=== DATA EXTRACT ===

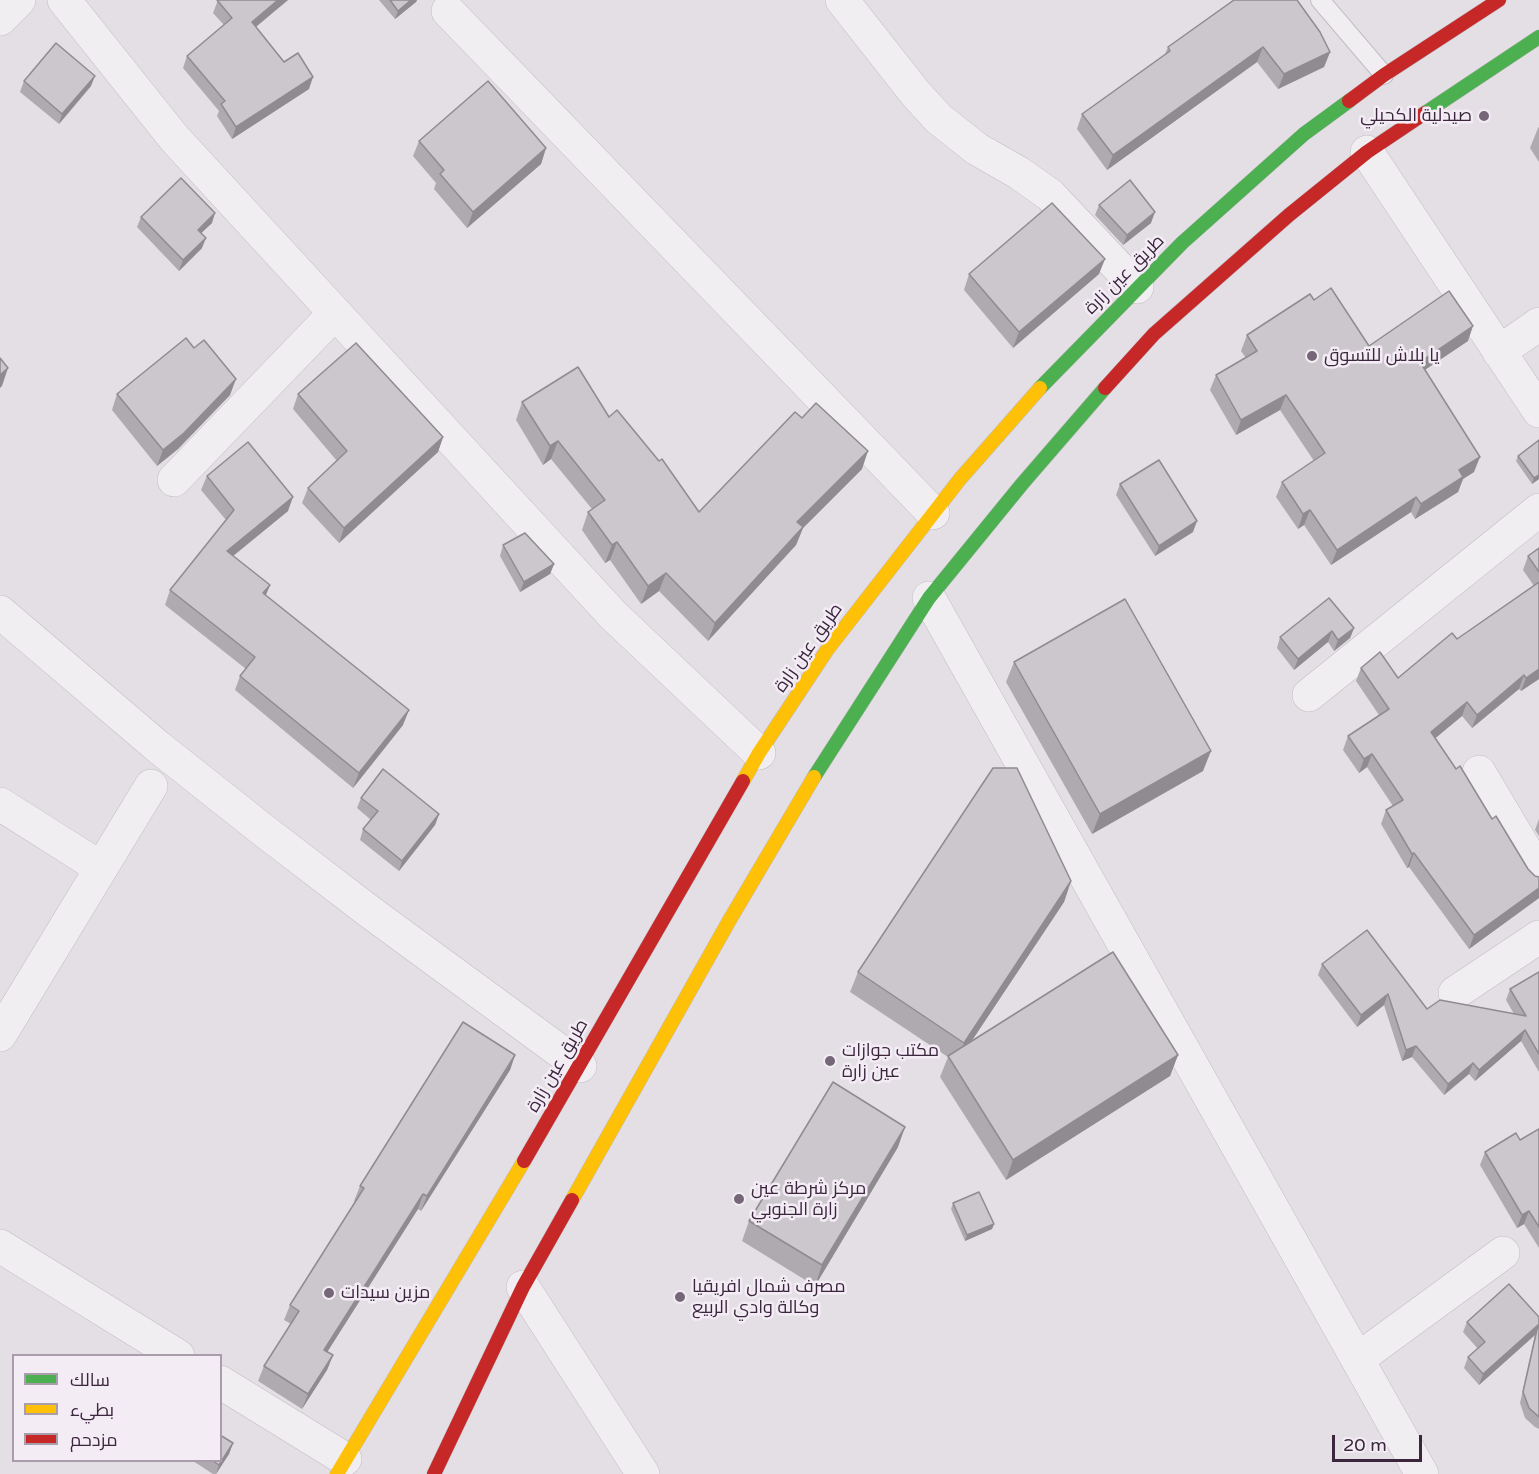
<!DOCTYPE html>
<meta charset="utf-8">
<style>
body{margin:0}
#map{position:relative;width:1539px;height:1474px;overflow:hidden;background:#e4dfe5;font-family:"Varela Round",Cairo,sans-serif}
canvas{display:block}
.legend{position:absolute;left:12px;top:1354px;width:210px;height:108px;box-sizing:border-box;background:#f3ecf5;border:2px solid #a99dac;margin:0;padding:8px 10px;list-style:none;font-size:18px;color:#3b263e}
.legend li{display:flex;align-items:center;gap:12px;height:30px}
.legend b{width:30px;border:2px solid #a99dac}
.scale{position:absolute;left:1332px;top:1435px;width:90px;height:27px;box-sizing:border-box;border:3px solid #3b263e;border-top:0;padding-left:8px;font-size:18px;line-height:21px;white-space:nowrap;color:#3b263e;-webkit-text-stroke:4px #f3ecf5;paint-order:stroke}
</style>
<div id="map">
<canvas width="1539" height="1474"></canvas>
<ul class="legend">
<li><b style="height:8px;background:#4caf50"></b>سالك</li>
<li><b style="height:8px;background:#ffc107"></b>بطيء</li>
<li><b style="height:8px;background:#c62828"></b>مزدحم</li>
</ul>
<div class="scale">20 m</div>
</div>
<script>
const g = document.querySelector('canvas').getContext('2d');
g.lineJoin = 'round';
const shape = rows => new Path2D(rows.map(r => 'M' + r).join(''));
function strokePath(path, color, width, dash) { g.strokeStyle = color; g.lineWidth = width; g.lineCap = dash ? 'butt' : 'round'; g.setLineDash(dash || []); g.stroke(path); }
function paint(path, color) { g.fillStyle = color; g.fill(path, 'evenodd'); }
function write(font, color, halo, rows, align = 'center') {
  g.font = font + ' "Varela Round",Cairo,sans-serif'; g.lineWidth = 5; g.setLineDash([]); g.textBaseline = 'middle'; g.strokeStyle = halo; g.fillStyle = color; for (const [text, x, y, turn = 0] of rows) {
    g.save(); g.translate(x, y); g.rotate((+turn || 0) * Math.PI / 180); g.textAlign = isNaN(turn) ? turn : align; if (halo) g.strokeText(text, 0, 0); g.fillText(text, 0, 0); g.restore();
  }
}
const lane = shape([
 [1320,0,1384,75]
]);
const street = shape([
 [64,0,175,139,613,615,759,753],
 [842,0,916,94,939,119,977,149,1019,173,1050,195,1137,287],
 [448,11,933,513],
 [0,19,19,0],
 [1367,152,1539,411],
 [1499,352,1539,324],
 [174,480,335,313],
 [929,598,1422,1474],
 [0,612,157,746,263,830,370,912,580,1066],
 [1309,695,1539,510],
 [1479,772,1539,873],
 [0,804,101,868],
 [1455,993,1539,937],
 [0,1035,151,786],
 [0,1246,178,1356],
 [523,1287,643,1474],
 [1358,1359,1503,1253],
 [220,1382,345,1459]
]);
const fast = shape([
 [1425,113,1539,37],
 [1040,388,1182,243,1304,134,1349,101],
 [814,777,929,598,1022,484,1105,388]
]);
const slow = shape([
 [743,781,759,753,827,650,960,479,1040,388],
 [572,1200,729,921,814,777],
 [337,1474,524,1161]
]);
const jam = shape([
 [1349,101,1384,75,1499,0],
 [1105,388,1154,334,1289,215,1367,152,1425,113],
 [524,1161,743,781],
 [434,1474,523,1287,572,1200]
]);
strokePath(lane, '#c1bcc2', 20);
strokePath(street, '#c1bcc2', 34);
strokePath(fast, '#c1bbc3', 15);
strokePath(slow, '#c1bbc3', 15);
strokePath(jam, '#c1bbc3', 15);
strokePath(lane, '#f1eef1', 18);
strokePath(street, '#f1eef1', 33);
strokePath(fast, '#4caf50', 14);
strokePath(slow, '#ffc107', 14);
strokePath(jam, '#c62828', 14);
paint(shape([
 [218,0,288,0,256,27,284,62,309,89,232,139,217,116,219,111,183,68,187,56,224,25,213,13],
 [379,0,417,0,416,2,395,19],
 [1234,0,1330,52,1324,67,1278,89,1257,62,1107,170,1077,129,1082,114,1165,54,1168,47],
 [24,81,91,86,59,124,20,92],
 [1539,127,1539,162,1530,148,1538,128],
 [419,141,546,148,541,164,467,228,434,189,436,183,413,156],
 [1099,205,1151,223,1123,245,1095,215],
 [141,217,212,223,201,233,202,248,179,271,137,227],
 [969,274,1099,274,1013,348,964,290],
 [1314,300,1369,346,1468,341,1425,370,1474,472,1463,479,1458,492,1415,519,1411,512,1331,565,1304,525,1298,529,1276,497,1282,482,1314,461,1280,410,1236,435,1210,390,1216,375,1246,358,1241,351,1247,335],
 [194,348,230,395,178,449,157,466,112,410,117,394],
 [298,394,443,437,438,452,339,543,302,503,308,488,337,461,293,409],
 [522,402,609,417,699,512,862,469,803,528,796,545,708,641,659,591,641,604,610,560,605,563,582,530,588,512,592,509,551,459,543,465,516,420],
 [1539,440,1539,479,1532,484,1516,461,1518,456],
 [207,476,288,511,233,556,270,585,266,595,403,725,353,788,235,690,240,676,246,669,165,605,170,590,226,520,201,490],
 [1120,484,1193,532,1155,556,1116,495],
 [503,545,554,564,550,574,520,592,500,556],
 [1539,548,1539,679,1521,691,1519,689,1472,728,1462,716,1435,738,1456,769,1528,869,1535,876,1539,877,1539,898,1469,949,1409,867,1407,868,1381,824,1386,810,1393,806,1367,767,1359,773,1343,750,1348,736,1379,715,1356,681,1361,668,1398,678,1457,639,1534,586,1523,570,1528,556],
 [1354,628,1350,638,1334,651,1328,642,1294,670,1277,648,1280,637],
 [1014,662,1203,771,1092,834,1006,682],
 [361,798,439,814,435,825,399,871,360,840,363,829,371,820,357,808],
 [1539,819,1539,836,1535,830],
 [1071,881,1064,902,971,1042,1178,1055,1170,1076,1006,1180,940,1077,948,1057,850,992,858,972],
 [1322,964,1427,1009,1514,1014,1506,1000,1510,989,1539,972,1539,1072,1521,1041,1475,1081,1469,1074,1444,1095,1412,1057,1402,1061,1384,1005,1357,1027,1318,975],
 [515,1055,510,1070,421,1211,418,1209,327,1352,333,1355,327,1370,302,1409,258,1381,264,1366,291,1324,284,1320,290,1305,356,1202,354,1201,360,1186],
 [1539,1129,1539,1248,1524,1224,1517,1228,1480,1165,1485,1152,1520,1140],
 [898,1147,815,1286,742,1241,749,1221],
 [953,1203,994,1224,992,1229,965,1241,951,1209],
 [1539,1317,1539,1429,1535,1427,1525,1418,1520,1403,1535,1335,1479,1385,1464,1368,1468,1357,1478,1349,1463,1332,1467,1322],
 [233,1443,229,1454,216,1474,213,1474,193,1461,220,1461]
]), '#afaab0');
paint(shape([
 [278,0,288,0,247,34,252,22],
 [411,0,417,0,416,2,395,19,398,11],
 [1263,47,1257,62,1107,170,1113,155],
 [1330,52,1324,67,1278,89,1284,74],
 [95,76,91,86,59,124,62,114],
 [313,77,309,89,232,139,236,127],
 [546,148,541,164,467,228,473,212],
 [1155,212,1151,223,1123,245,1127,235],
 [215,213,212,223,194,240,198,230],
 [206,238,202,248,179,271,183,260],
 [1105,259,1099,274,1013,348,1019,332],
 [1473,326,1468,341,1414,377,1420,362],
 [8,368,2,386,0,388,0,375],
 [236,379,230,395,178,449,157,466,163,450],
 [1286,395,1280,410,1236,435,1241,420],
 [443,437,438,452,339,543,344,528],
 [558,441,551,459,543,465,550,446],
 [868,451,862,469,803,528,796,545,708,641,715,623,797,522],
 [1480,457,1474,472,1463,479,1458,492,1415,519,1421,504,1459,470],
 [1539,475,1539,479,1532,484,1534,478],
 [293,497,288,511,222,565,227,551],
 [1416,497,1411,512,1331,565,1337,550],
 [1310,510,1304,525,1298,529,1303,514],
 [1197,521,1193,532,1155,556,1159,546],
 [617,542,610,560,605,563,612,545],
 [554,564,550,574,520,592,524,582],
 [666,573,659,591,641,604,648,586],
 [270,585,264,599,263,593],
 [1354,628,1350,638,1334,651,1338,640],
 [1332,631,1328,642,1294,670,1298,659],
 [1539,669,1539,679,1521,691,1526,678],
 [1524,675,1519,689,1472,728,1477,715],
 [1467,702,1462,716,1426,746,1431,732],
 [409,710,403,725,353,788,359,773],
 [1211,751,1203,771,1092,834,1100,814],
 [1372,754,1367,767,1359,773,1364,759],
 [439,814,435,825,399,871,402,861],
 [1414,853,1409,867,1407,868,1412,854],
 [1071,881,1064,902,957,1063,964,1043],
 [1539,888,1539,898,1469,949,1474,935],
 [1388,994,1384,1005,1357,1027,1361,1015],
 [1525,1030,1521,1041,1475,1081,1479,1070],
 [1416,1046,1412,1057,1402,1061,1406,1050],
 [515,1055,510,1070,421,1211,427,1196],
 [1178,1055,1170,1076,1006,1180,1013,1160],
 [1473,1063,1469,1074,1444,1095,1448,1084],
 [905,1127,898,1147,815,1286,822,1265],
 [423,1194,418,1209,319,1365,324,1350],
 [1529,1211,1524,1224,1517,1228,1522,1215],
 [994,1224,992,1229,965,1241,967,1235],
 [1538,1325,1535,1335,1479,1385,1483,1374],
 [333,1355,327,1370,302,1409,308,1394],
 [233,1443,229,1454,216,1474,219,1465]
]), '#8f8b90');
const building = shape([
 [217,0,278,0,252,22,284,62,298,53,313,77,236,127,221,104,225,101,187,56,232,18,217,0],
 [390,0,411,0,398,11,390,0],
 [1234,0,1297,0,1320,32,1330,52,1284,74,1263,47,1113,155,1082,114,1170,51,1168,47,1234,0],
 [56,43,95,76,62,114,24,81,56,43],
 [488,81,546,148,473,212,440,174,444,170,419,141,488,81],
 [181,178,215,213,198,230,206,238,183,260,141,217,181,178],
 [1130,180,1155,212,1127,235,1099,205,1130,180],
 [1052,203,1105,259,1019,332,969,274,1052,203],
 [1331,288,1369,346,1449,291,1473,326,1420,362,1480,457,1459,470,1463,477,1421,504,1416,497,1337,550,1310,510,1303,514,1282,482,1325,453,1286,395,1241,420,1216,375,1257,351,1247,335,1310,294,1314,300,1331,288],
 [186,338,194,348,204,340,236,379,184,433,163,450,117,394,186,338],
 [356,343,443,437,344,528,308,488,347,451,298,394,356,343],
 [0,358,8,368,0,375,0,358],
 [578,367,609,417,617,410,659,461,662,459,699,512,795,412,802,418,816,403,868,451,797,522,803,527,715,623,666,573,648,586,617,542,612,545,588,512,605,500,558,441,550,446,522,402,578,367],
 [1539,440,1539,475,1534,478,1518,456,1539,440],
 [248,442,293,497,227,551,270,585,263,593,409,710,359,773,240,676,255,657,170,590,234,510,207,476,248,442],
 [1159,460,1197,521,1159,546,1120,484,1159,460],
 [525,533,554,564,524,582,503,545,525,533],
 [1539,548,1539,572,1528,556,1539,548],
 [1539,582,1539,669,1526,678,1524,675,1477,715,1467,702,1431,732,1456,769,1460,766,1492,819,1496,816,1528,869,1535,876,1539,877,1539,888,1474,935,1414,853,1412,854,1386,810,1403,800,1372,754,1364,759,1348,736,1389,709,1361,668,1380,652,1398,678,1452,633,1457,639,1539,582],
 [1329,598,1354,628,1338,640,1332,631,1298,659,1280,637,1329,598],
 [1125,599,1211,751,1100,814,1014,662,1125,599],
 [993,768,1017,768,1071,881,964,1043,858,972,993,768],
 [383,769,439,814,402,861,363,829,378,811,361,798,383,769],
 [1367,930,1427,1009,1440,1000,1526,1016,1510,989,1539,972,1539,1054,1525,1030,1479,1070,1473,1063,1448,1084,1416,1046,1406,1050,1388,994,1361,1015,1322,964,1367,930],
 [1113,952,1178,1055,1013,1160,948,1056,1113,952],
 [463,1022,515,1055,427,1196,423,1194,324,1350,333,1355,308,1394,264,1366,299,1311,290,1305,364,1188,360,1186,463,1022],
 [833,1082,905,1127,822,1265,749,1221,833,1082],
 [1539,1129,1539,1227,1529,1211,1522,1215,1485,1152,1516,1133,1520,1140,1539,1129],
 [979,1192,994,1224,967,1235,953,1203,979,1192],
 [1509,1284,1539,1317,1539,1417,1529,1408,1523,1392,1538,1325,1483,1374,1468,1357,1485,1342,1467,1322,1509,1284],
 [220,1435,233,1443,219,1465,213,1461,220,1461,220,1435]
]);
paint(building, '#ccc6cd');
strokePath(building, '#8f8b90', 1.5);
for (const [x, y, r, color] of [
 [1484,116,6,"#766778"],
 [1312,356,6,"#766778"],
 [830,1061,6,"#766778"],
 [739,1199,6,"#766778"],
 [329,1293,6,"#766778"],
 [680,1297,6,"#766778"]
]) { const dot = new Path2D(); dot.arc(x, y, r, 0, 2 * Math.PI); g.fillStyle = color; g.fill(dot); strokePath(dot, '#f3ecf5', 2); }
write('18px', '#3b263e', '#f3ecf5', [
 ["صيدلية الكحيلي",1472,116,"right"],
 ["يا بلاش للتسوق",1324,356],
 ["مكتب جوازات",842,1051],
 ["عين زارة",842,1072],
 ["مركز شرطة عين",751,1189],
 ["زارة الجنوبي",751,1210],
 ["مصرف شمال افريقيا",692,1287],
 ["وكالة وادي الربيع",692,1308],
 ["مزين سيدات",341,1293]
], 'left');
write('18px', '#3b263e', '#f3ecf5', [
 ["طريق عين زارة",1125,275,-45],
 ["طريق عين زارة",809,648,-55],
 ["طريق عين زارة",558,1066,-60]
]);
</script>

=== REQUIRED ACTION ===
Pictures are to be omitted; otherwise, every line from the first line of the listing through the line containing "const shape = rows" must be reproduced exactly, both ends included.

=== PROBLEM SOLUTION ===
<!DOCTYPE html>
<meta charset="utf-8">
<style>
body{margin:0}
#map{position:relative;width:1539px;height:1474px;overflow:hidden;background:#e4dfe5;font-family:"Varela Round",Cairo,sans-serif}
canvas{display:block}
.legend{position:absolute;left:12px;top:1354px;width:210px;height:108px;box-sizing:border-box;background:#f3ecf5;border:2px solid #a99dac;margin:0;padding:8px 10px;list-style:none;font-size:18px;color:#3b263e}
.legend li{display:flex;align-items:center;gap:12px;height:30px}
.legend b{width:30px;border:2px solid #a99dac}
.scale{position:absolute;left:1332px;top:1435px;width:90px;height:27px;box-sizing:border-box;border:3px solid #3b263e;border-top:0;padding-left:8px;font-size:18px;line-height:21px;white-space:nowrap;color:#3b263e;-webkit-text-stroke:4px #f3ecf5;paint-order:stroke}
</style>
<div id="map">
<canvas width="1539" height="1474"></canvas>
<ul class="legend">
<li><b style="height:8px;background:#4caf50"></b>سالك</li>
<li><b style="height:8px;background:#ffc107"></b>بطيء</li>
<li><b style="height:8px;background:#c62828"></b>مزدحم</li>
</ul>
<div class="scale">20 m</div>
</div>
<script>
const g = document.querySelector('canvas').getContext('2d');
g.lineJoin = 'round';
const shape = rows => new Path2D(rows.map(r => 'M' + r).join(''));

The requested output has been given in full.